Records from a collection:
((

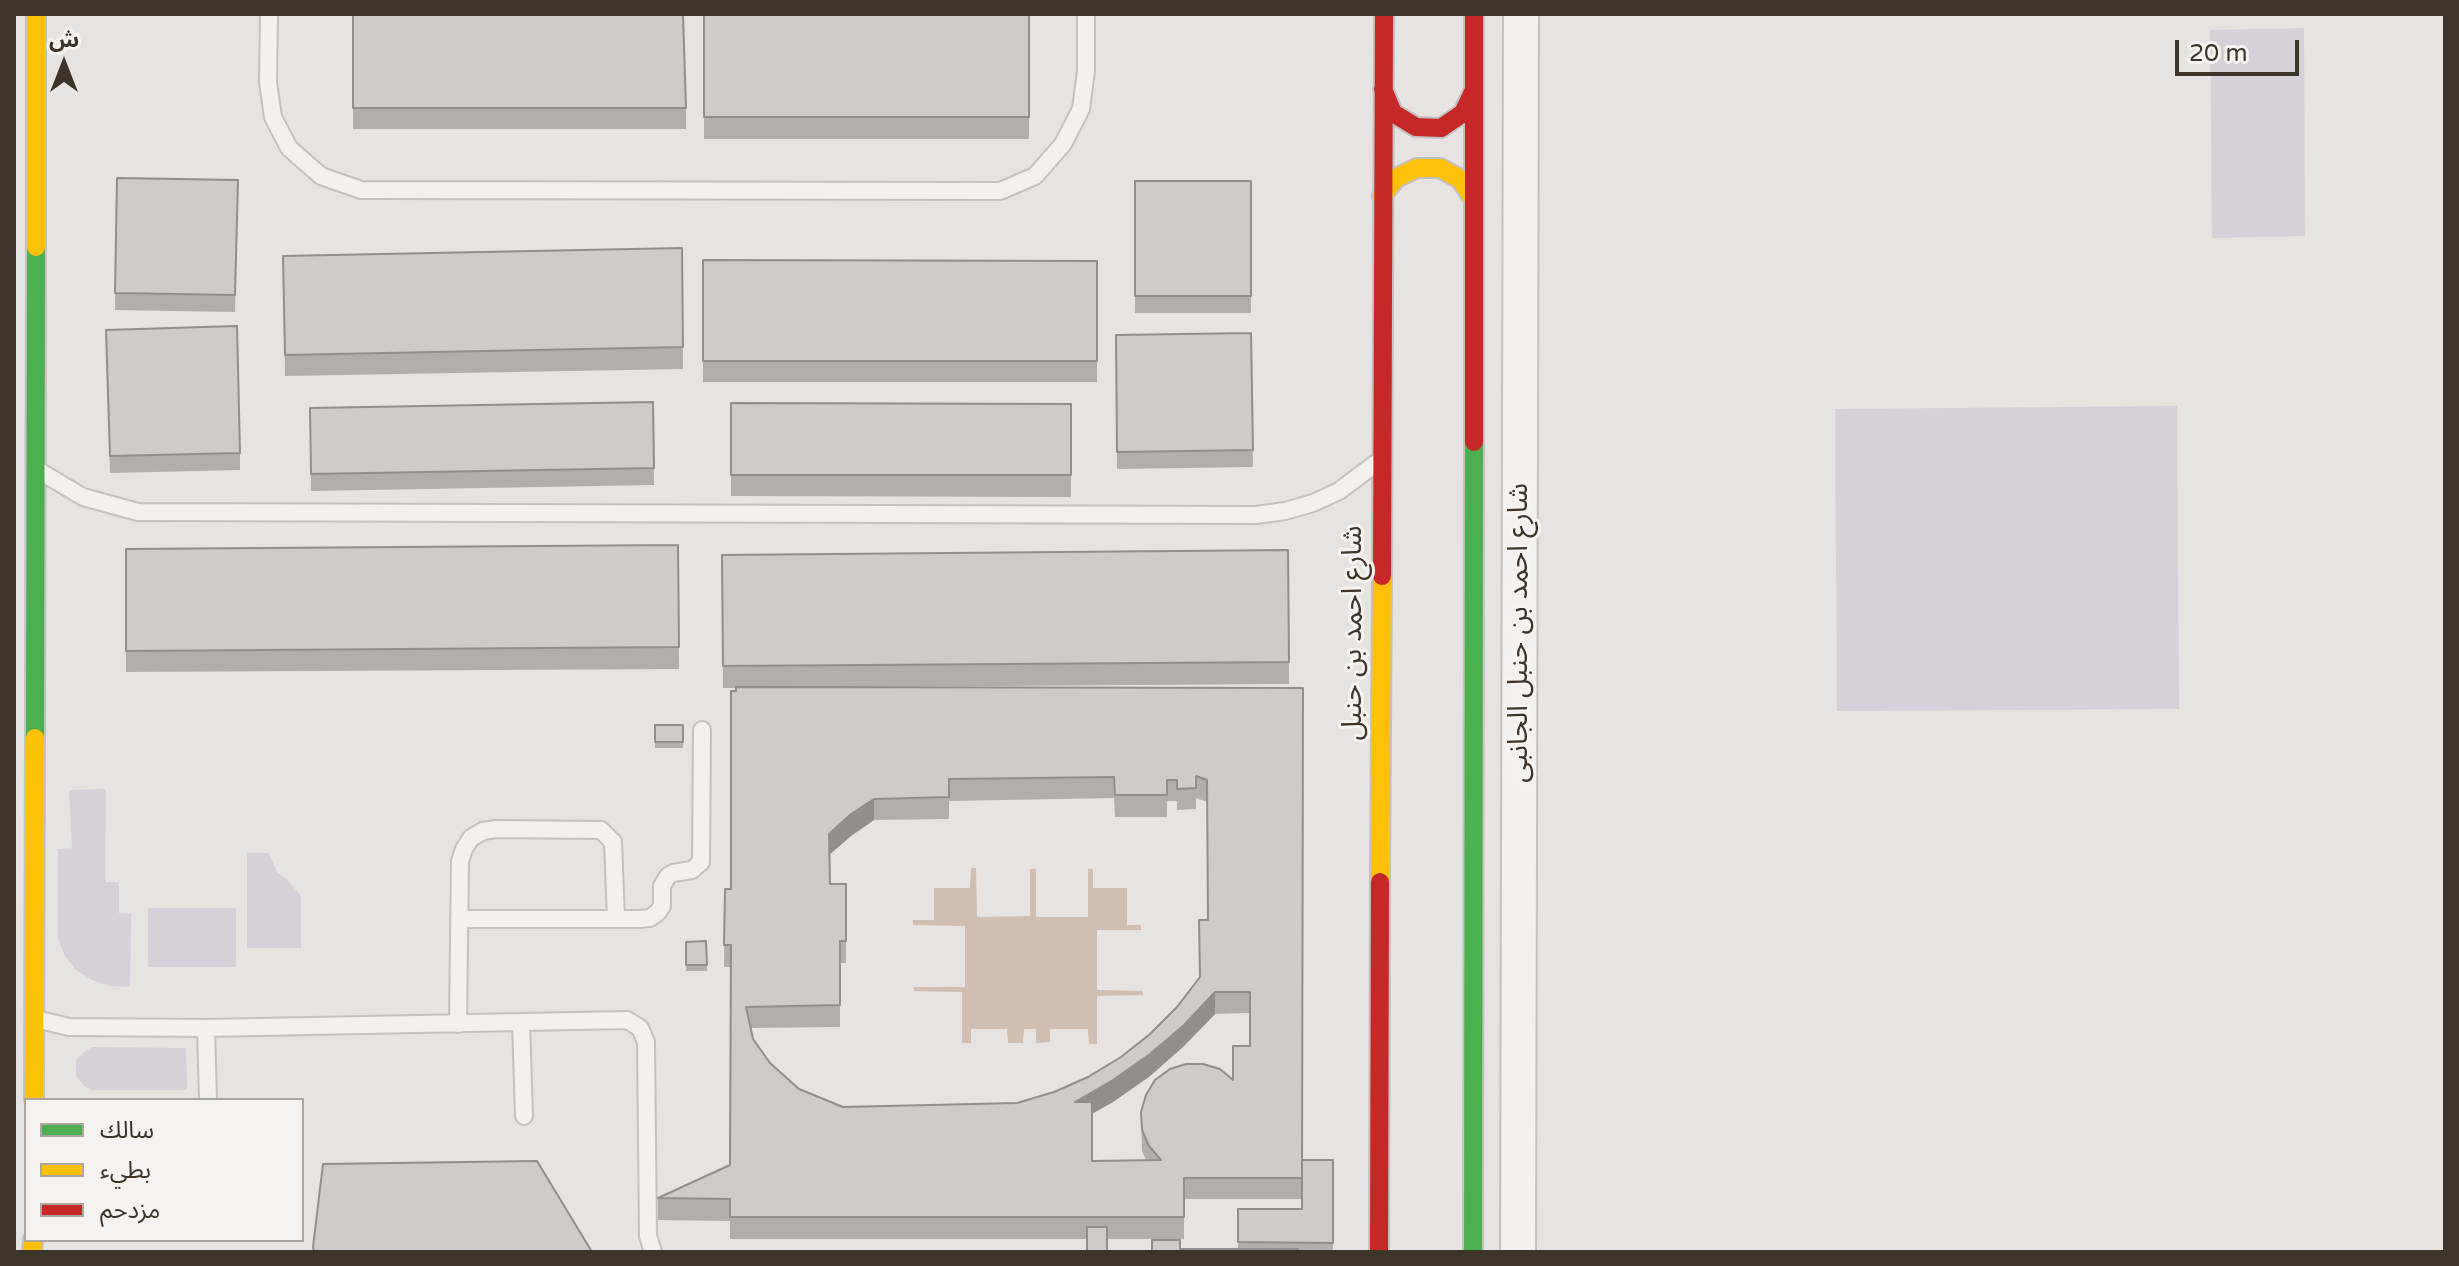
<!DOCTYPE html>
<html>
<head>
<meta charset="utf-8">
<style>
	body { margin:0 }
	#map { position:relative; width:2459px; height:1266px; overflow:hidden; background:#e6e3e1; font-family:"Varela Round","Noto Sans Arabic",sans-serif }
	canvas { display:block }
	.frame { position:absolute; inset:0; border:16px solid #3d342a; pointer-events:none }
	.legend { position:absolute; left:24px; top:1098px; width:280px; height:144px; box-sizing:border-box; background:#f5f2ef; border:2px solid #aba6a0; margin:0; padding:10px 14px; list-style:none; font-size:24px; color:#3d342a }
	.legend li { display:flex; align-items:center; gap:16px; height:40px }
	.legend b { width:40px; border:2px solid #aba6a0 }
	.north { position:absolute; left:24px; top:24px; width:80px; height:80px; -webkit-text-stroke:6px #f5f2ef; paint-order:stroke; rotate:0deg; font-size:22px; font-weight:700; line-height:32px; text-align:center; color:#3d342a }
	.north::after { content:''; display:block; margin:auto; width:28px; height:36px; background:#3d342a; clip-path:polygon(50% 0,100% 100%,50% 72%,0 100%) }
	.scale { position:absolute; left:2175px; top:40px; width:124px; height:36px; box-sizing:border-box; border:4px solid #3d342a; border-top:0; padding-left:10px; font-size:24px; line-height:28px; white-space:nowrap; color:#3d342a; -webkit-text-stroke:6px #f5f2ef; paint-order:stroke }
</style>
</head>
<body>
<div id="map">
<canvas width="2459" height="1266"></canvas>
<div class="frame"></div>
<ul class="legend">
<li><b style="height:10px;background:#4caf50"></b>سالك</li>
<li><b style="height:10px;background:#ffc107"></b>بطيء</li>
<li><b style="height:10px;background:#c62828"></b>مزدحم</li>
</ul>
<div class="north">ش</div>
<div class="scale">20 m</div>
</div>
<script>
const c = document.querySelector('canvas').getContext('2d');
c.lineJoin = 'round';
function fill(path, color) { c.fillStyle = color; c.fill(path, 'evenodd'); }
const shape = rows => new Path2D(rows.map(r => 'M' + r).join(''));
function strokePath(path, color, width, dash) { c.strokeStyle = color; c.lineWidth = width; c.lineCap = dash ? 'butt' : 'round'; c.setLineDash(dash || []); c.stroke(path); }
function label(font, color, halo, rows, align = 'center') {
  c.font = font + ' "Varela Round","Noto Sans Arabic",sans-serif'; c.lineWidth = 6; c.setLineDash([]); c.textBaseline = 'middle'; c.strokeStyle = halo; c.fillStyle = color; for (const [text, x, y, turn = 0] of rows) {
    c.save(); c.translate(x, y); c.rotate((+turn || 0) * Math.PI / 180); c.textAlign = isNaN(turn) ? turn : align; if (halo) c.strokeText(text, 0, 0); c.fillText(text, 0, 0); c.restore();
  }
}
fill(shape([
	[2304,28,2305,236,2212,238,2210,30],
	[2177,406,2179,709,1837,711,1835,409],
	[106,789,105,882,119,882,119,913,131,914,130,987,109,986,92,980,76,970,65,956,58,939,58,849,72,848,69,790],
	[247,853,268,853,278,873,287,879,301,896,301,948,247,948],
	[148,908,236,908,236,967,148,967],
	[92,1047,186,1048,187,1090,92,1090,85,1087,76,1076,76,1061,80,1055]
]), '#d7d0d8');
fill(shape([
	[971,868,976,868,977,917,1030,916,1030,869,1036,869,1036,917,1088,917,1088,869,1093,869,1093,888,1127,888,1127,925,1141,925,1141,930,1097,930,1097,990,1143,991,1143,995,1097,996,1097,1044,1089,1044,1088,1029,1050,1029,1050,1042,1036,1043,1036,1029,1024,1029,1023,1043,1008,1043,1007,1029,971,1029,971,1043,962,1043,962,992,914,991,914,987,965,987,965,926,913,925,913,920,934,920,934,888,970,888]
]), '#cfbeb1');
const lane = shape([
	[269,14,268,82,273,117,289,148,321,176,361,190,1000,191,1035,176,1063,144,1081,109,1086,71,1086,14],
	[41,472,83,497,138,512,1256,515,1285,511,1313,503,1339,491,1375,464],
	[459,919,640,919,650,918,658,912,662,906,662,886,668,876,673,873,692,870,701,862,702,730],
	[36,1019,69,1027,206,1028,627,1020,640,1028,646,1042,648,1236,653,1252],
	[521,1022,524,1116],
	[458,1024,460,861,464,849,471,838,483,831,496,829,601,830,613,842,616,919],
	[206,1028,208,1100]
]);
const street = shape([
	[1518,1252,1521,14]
]);
const fast = shape([
	[35,738,36,247],
	[1473,1252,1474,442]
]);
const slow = shape([
	[1382,196,1396,178,1417,168,1440,168,1460,179,1473,198],
	[36,247,36,14],
	[1380,882,1382,576],
	[34,1100,35,738],
	[32,1252,33,1240]
]);
const jam = shape([
	[1383,89,1393,113,1416,127,1441,128,1463,113,1474,90],
	[1474,442,1474,14],
	[1382,576,1384,14],
	[1379,1252,1380,882]
]);
strokePath(lane, '#c4c1c0', 20);
strokePath(street, '#c4c1c0', 38);
strokePath(fast, '#c4c1c0', 22);
strokePath(slow, '#c4c1c0', 22);
strokePath(jam, '#c4c1c0', 22);
strokePath(lane, '#f3f1f0', 16);
strokePath(street, '#f3f1f0', 34);
strokePath(fast, '#4caf50', 18);
strokePath(slow, '#ffc107', 18);
strokePath(jam, '#c62828', 18);
fill(shape([
	[353,14,686,108,686,129,353,129],
	[704,14,1029,14,1029,139,704,139],
	[117,178,238,180,235,312,115,310],
	[1135,181,1251,181,1251,313,1135,313],
	[682,248,683,369,285,376,283,256],
	[703,260,1097,261,1097,382,703,382],
	[1251,333,1253,467,1117,469,1116,335],
	[106,347,240,453,240,470,110,473],
	[653,402,654,485,311,491,310,408],
	[731,403,1071,404,1071,497,731,496],
	[678,545,679,669,126,672,126,549],
	[1288,550,1289,684,845,687,1303,688,1302,1160,1333,1160,1333,1252,1180,1252,1238,1249,1238,1209,1302,1209,1302,1199,1184,1199,1184,1239,730,1239,730,1221,658,1220,658,1198,730,1165,730,967,724,967,725,889,731,889,736,688,723,688,722,555],
	[1114,798,1115,817,1167,817,1167,801,1177,801,1177,810,1196,809,1196,798,1207,802,1208,920,1200,977,1177,1007,1150,1034,1121,1057,1088,1077,1054,1092,1017,1103,843,1107,799,1089,770,1063,753,1039,751,1028,840,1027,840,963,846,963,846,884,830,884,829,855,851,836,874,820,949,819,949,801],
	[1250,1013,1250,1046,1233,1079,1141,1112,1142,1151,1146,1160,1092,1161,1092,1114,1113,1102,1150,1076,1184,1046,1215,1014],
	[655,725,683,725,683,748,655,748],
	[706,941,707,971,686,971,686,942]
]), '#b1afad');
fill(shape([
	[874,799,874,820,851,836,829,855,829,834,851,814],
	[1215,992,1215,1014,1184,1046,1150,1076,1113,1102,1075,1123,1075,1102]
]), '#908f8d');
const building = shape([
	[353,14,683,14,686,108,353,108,353,14],
	[704,14,1029,14,1029,117,704,117,704,14],
	[117,178,238,180,235,295,115,293,117,178],
	[1135,181,1251,181,1251,296,1135,296,1135,181],
	[682,248,683,347,285,355,283,256,682,248],
	[703,260,1097,261,1097,361,703,361,703,260],
	[237,326,240,453,110,456,106,330,237,326],
	[1251,333,1253,450,1117,452,1116,335,1251,333],
	[653,402,654,468,311,474,310,408,653,402],
	[731,403,1071,404,1071,475,731,475,731,403],
	[678,545,679,647,126,651,126,549,678,545],
	[1288,550,1289,662,723,666,722,555,1288,550],
	[736,687,1303,688,1302,1178,1184,1178,1184,1217,730,1217,730,1199,658,1198,730,1165,731,945,724,945,725,889,731,889,731,691,736,691,736,687],
	[1196,776,1207,780,1208,920,1199,920,1200,977,1177,1007,1150,1034,1121,1057,1088,1077,1054,1092,1017,1103,843,1107,799,1089,770,1063,753,1039,746,1007,840,1005,840,941,846,941,846,884,830,884,829,834,851,814,874,799,949,797,949,779,1114,777,1115,795,1167,795,1167,780,1177,780,1177,789,1196,788,1196,776],
	[1215,992,1250,992,1250,1046,1233,1046,1233,1080,1220,1069,1203,1064,1186,1064,1170,1069,1155,1080,1146,1095,1141,1112,1142,1130,1149,1146,1161,1160,1092,1161,1092,1102,1075,1102,1113,1080,1150,1054,1184,1025,1215,992],
	[655,725,683,725,683,742,655,742,655,725],
	[706,941,707,965,686,965,686,942,706,941],
	[1302,1160,1333,1160,1333,1243,1238,1242,1238,1209,1302,1209,1302,1160],
	[537,1161,592,1252,314,1252,313,1247,323,1164,537,1161],
	[1087,1227,1107,1227,1107,1252,1087,1252,1087,1227],
	[1152,1240,1180,1240,1180,1252,1152,1252,1152,1240],
	[1180,1249,1298,1249,1298,1252,1180,1252,1180,1249]
]);
fill(building, '#ceccc9');
strokePath(building, '#908f8d', 2);
label('28px', '#3d342a', '#f5f2ef', [
	["شارع احمد بن حنبل",1354,633,-90],
	["شارع احمد بن حنبل الجانبى",1520,633,-90]
]);
</script>
</body>
</html>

))

-- What the exercise asks --
Work out how many lines of the data above hold the word "احمد", and write only the count.

-- Answer section --
2